* EXERCISE AIM
Your copy should match the records exactly, except that it contains no pictures.
################
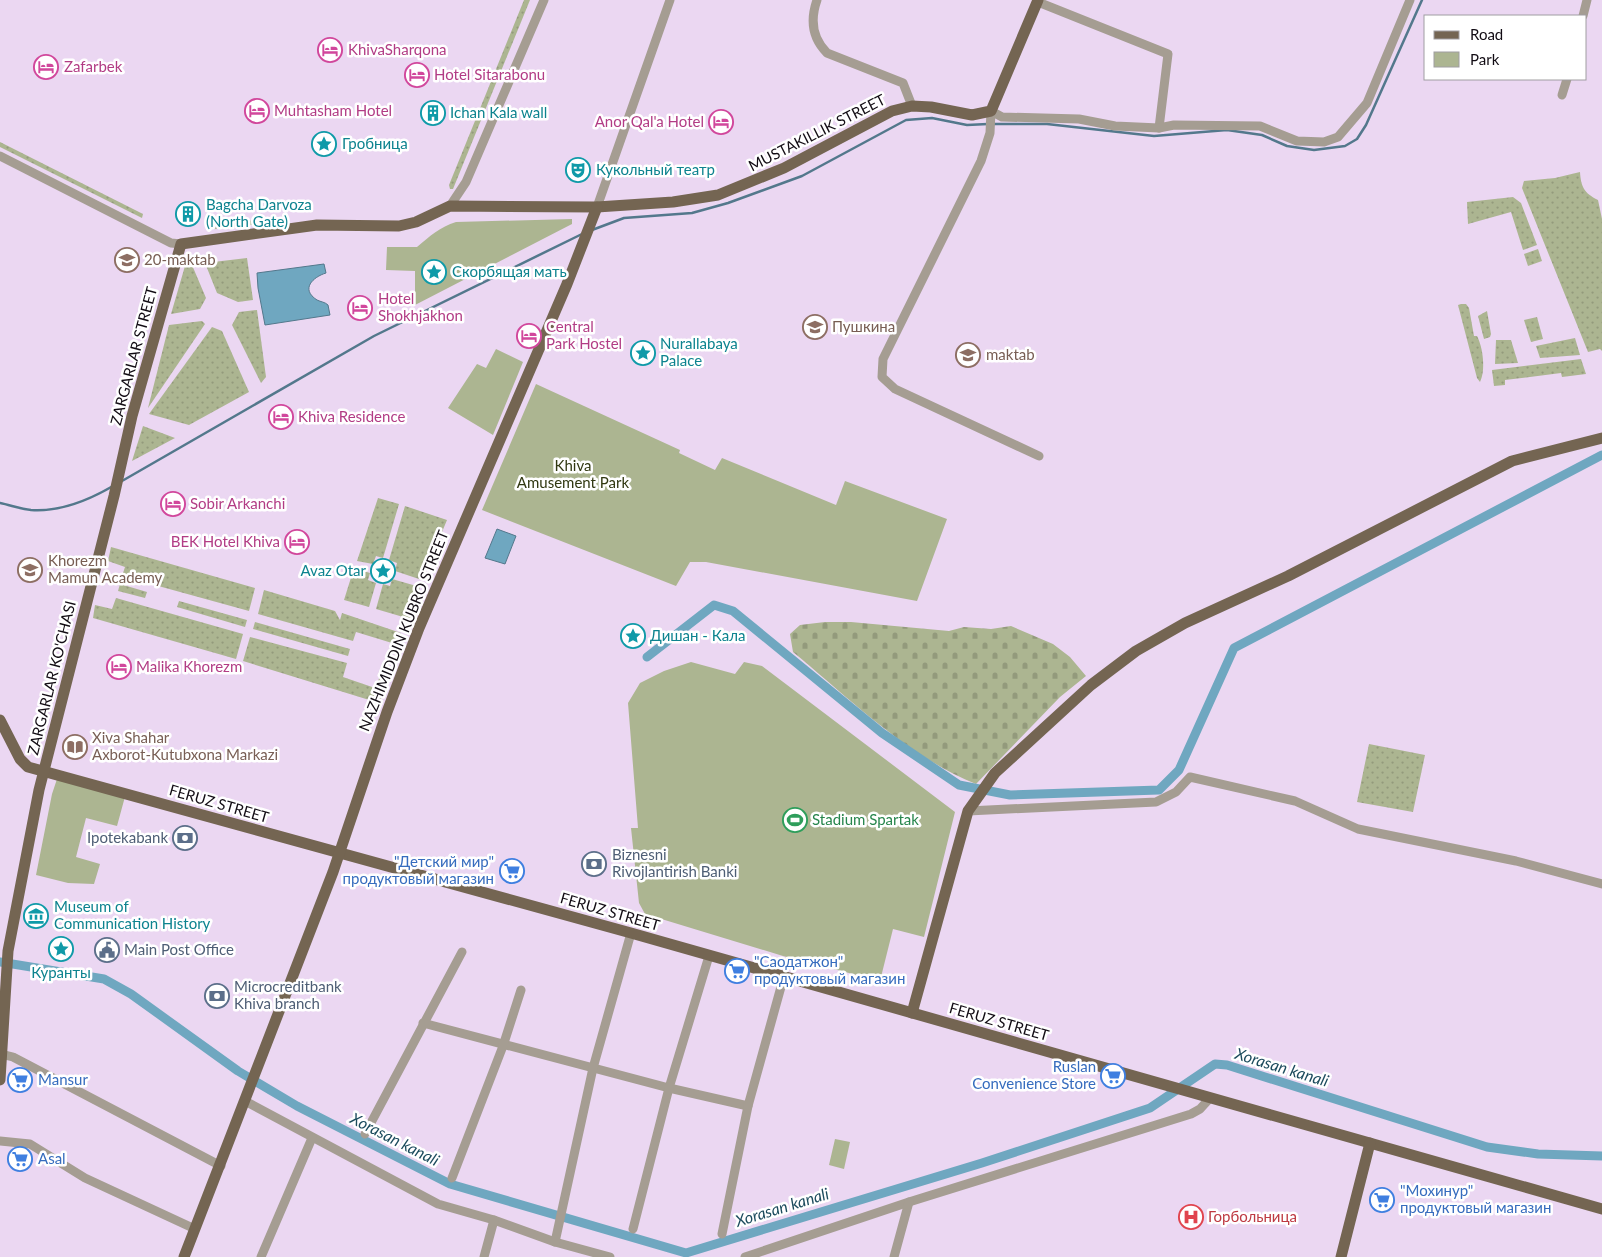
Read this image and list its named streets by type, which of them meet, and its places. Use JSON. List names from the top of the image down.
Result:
{
  "streets": {
    "main road": [
      "MUSTAKILLIK STREET",
      "ZARGARLAR STREET",
      "NAZHIMIDDIN KUBRO STREET",
      "ZARGARLAR KO'CHASI",
      "FERUZ STREET"
    ]
  },
  "crossings": [
    ["MUSTAKILLIK STREET", "ZARGARLAR STREET"],
    ["MUSTAKILLIK STREET", "NAZHIMIDDIN KUBRO STREET"],
    ["ZARGARLAR STREET", "ZARGARLAR KO'CHASI"],
    ["NAZHIMIDDIN KUBRO STREET", "FERUZ STREET"],
    ["ZARGARLAR KO'CHASI", "FERUZ STREET"]
  ],
  "water": ["Xorasan kanali"],
  "parks": ["Khiva Amusement Park"],
  "places": {
    "hotel": [
      "KhivaSharqona",
      "Zafarbek",
      "Hotel Sitarabonu",
      "Muhtasham Hotel",
      "Anor Qal'a Hotel",
      "Hotel Shokhjakhon",
      "Central Park Hostel",
      "Khiva Residence",
      "Sobir Arkanchi",
      "BEK Hotel Khiva",
      "Malika Khorezm"
    ],
    "building": ["Ichan Kala wall", "Bagcha Darvoza (North Gate)"],
    "place": [
      "Гробница",
      "Скорбящая мать",
      "Nurallabaya Palace",
      "Avaz Otar",
      "Дишан - Кала",
      "Куранты"
    ],
    "theatre": ["Кукольный театр"],
    "school or university": [
      "20-maktab",
      "Пушкина",
      "maktab",
      "Khorezm Mamun Academy"
    ],
    "library": ["Xiva Shahar Axborot-Kutubxona Markazi"],
    "sports": ["Stadium Spartak"],
    "bank": ["Ipotekabank", "Biznesni Rivojlantirish Banki", "Microcreditbank Khiva branch"],
    "supermarket": [
      "\"Детский мир\" продуктовый магазин",
      "\"Саодатжон\" продуктовый магазин",
      "Ruslan Convenience Store",
      "Mansur",
      "Asal",
      "\"Мохинур\" продуктовый магазин"
    ],
    "museum": ["Museum of Communication History"],
    "public building": ["Main Post Office"],
    "hospital": ["Горбольница"]
  },
  "legend": ["Road", "Park"]
}
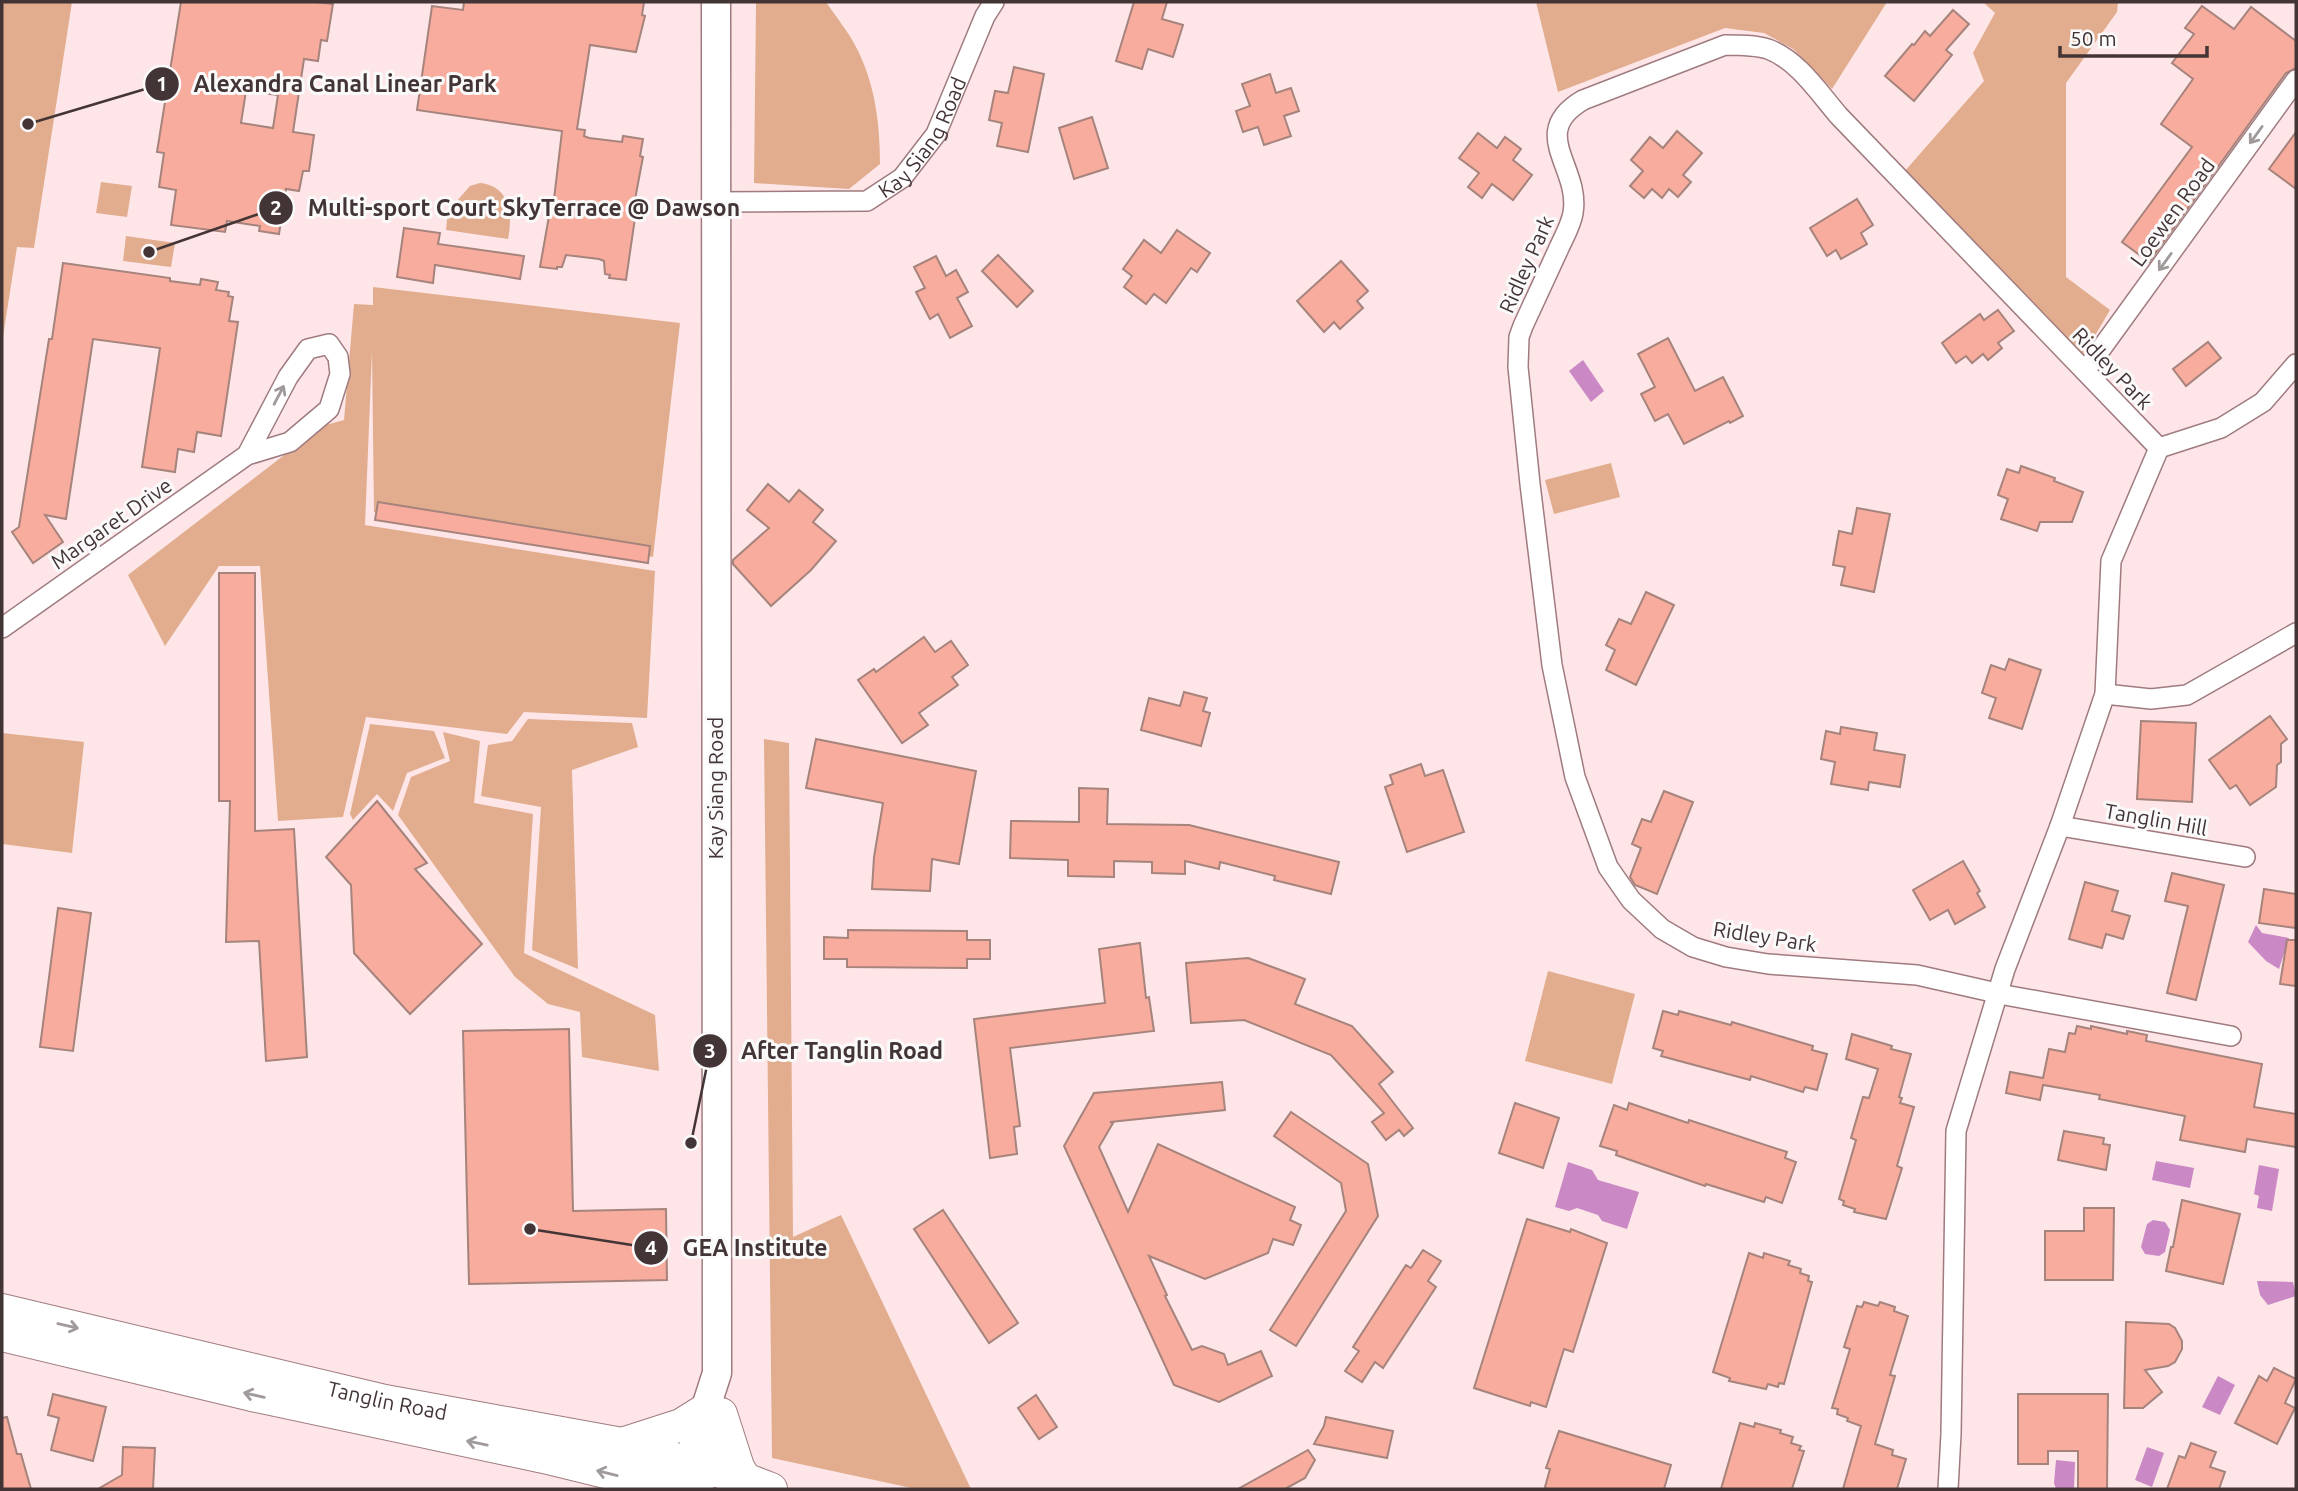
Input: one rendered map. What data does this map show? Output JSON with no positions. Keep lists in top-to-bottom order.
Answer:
{
  "streets": {
    "main road": ["Tanglin Road"],
    "street": [
      "Kay Siang Road",
      "Loewen Road",
      "Ridley Park",
      "Margaret Drive",
      "Tanglin Hill"
    ]
  },
  "crossings": [
    ["Kay Siang Road", "Tanglin Road"],
    ["Loewen Road", "Ridley Park"]
  ],
  "places": [
    "Alexandra Canal Linear Park",
    "Multi-sport Court SkyTerrace @ Dawson",
    "After Tanglin Road",
    "GEA Institute"
  ],
  "scale_bar": "50 m"
}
################
* RESPONSE AREA
Read this image and list its named streets by type, which of them meet, and its places. Use JSON. List names from the top of the image down.
Result:
{
  "streets": {
    "main road": [
      "MUSTAKILLIK STREET",
      "ZARGARLAR STREET",
      "NAZHIMIDDIN KUBRO STREET",
      "ZARGARLAR KO'CHASI",
      "FERUZ STREET"
    ]
  },
  "crossings": [
    ["MUSTAKILLIK STREET", "ZARGARLAR STREET"],
    ["MUSTAKILLIK STREET", "NAZHIMIDDIN KUBRO STREET"],
    ["ZARGARLAR STREET", "ZARGARLAR KO'CHASI"],
    ["NAZHIMIDDIN KUBRO STREET", "FERUZ STREET"],
    ["ZARGARLAR KO'CHASI", "FERUZ STREET"]
  ],
  "water": ["Xorasan kanali"],
  "parks": ["Khiva Amusement Park"],
  "places": {
    "hotel": [
      "KhivaSharqona",
      "Zafarbek",
      "Hotel Sitarabonu",
      "Muhtasham Hotel",
      "Anor Qal'a Hotel",
      "Hotel Shokhjakhon",
      "Central Park Hostel",
      "Khiva Residence",
      "Sobir Arkanchi",
      "BEK Hotel Khiva",
      "Malika Khorezm"
    ],
    "building": ["Ichan Kala wall", "Bagcha Darvoza (North Gate)"],
    "place": [
      "Гробница",
      "Скорбящая мать",
      "Nurallabaya Palace",
      "Avaz Otar",
      "Дишан - Кала",
      "Куранты"
    ],
    "theatre": ["Кукольный театр"],
    "school or university": [
      "20-maktab",
      "Пушкина",
      "maktab",
      "Khorezm Mamun Academy"
    ],
    "library": ["Xiva Shahar Axborot-Kutubxona Markazi"],
    "sports": ["Stadium Spartak"],
    "bank": ["Ipotekabank", "Biznesni Rivojlantirish Banki", "Microcreditbank Khiva branch"],
    "supermarket": [
      "\"Детский мир\" продуктовый магазин",
      "\"Саодатжон\" продуктовый магазин",
      "Ruslan Convenience Store",
      "Mansur",
      "Asal",
      "\"Мохинур\" продуктовый магазин"
    ],
    "museum": ["Museum of Communication History"],
    "public building": ["Main Post Office"],
    "hospital": ["Горбольница"]
  },
  "legend": ["Road", "Park"]
}
Input: one rendered map. What data does this map show? Output JSON with no positions. Keep lists in top-to-bottom order.
Answer:
{
  "streets": {
    "main road": ["Tanglin Road"],
    "street": [
      "Kay Siang Road",
      "Loewen Road",
      "Ridley Park",
      "Margaret Drive",
      "Tanglin Hill"
    ]
  },
  "crossings": [
    ["Kay Siang Road", "Tanglin Road"],
    ["Loewen Road", "Ridley Park"]
  ],
  "places": [
    "Alexandra Canal Linear Park",
    "Multi-sport Court SkyTerrace @ Dawson",
    "After Tanglin Road",
    "GEA Institute"
  ],
  "scale_bar": "50 m"
}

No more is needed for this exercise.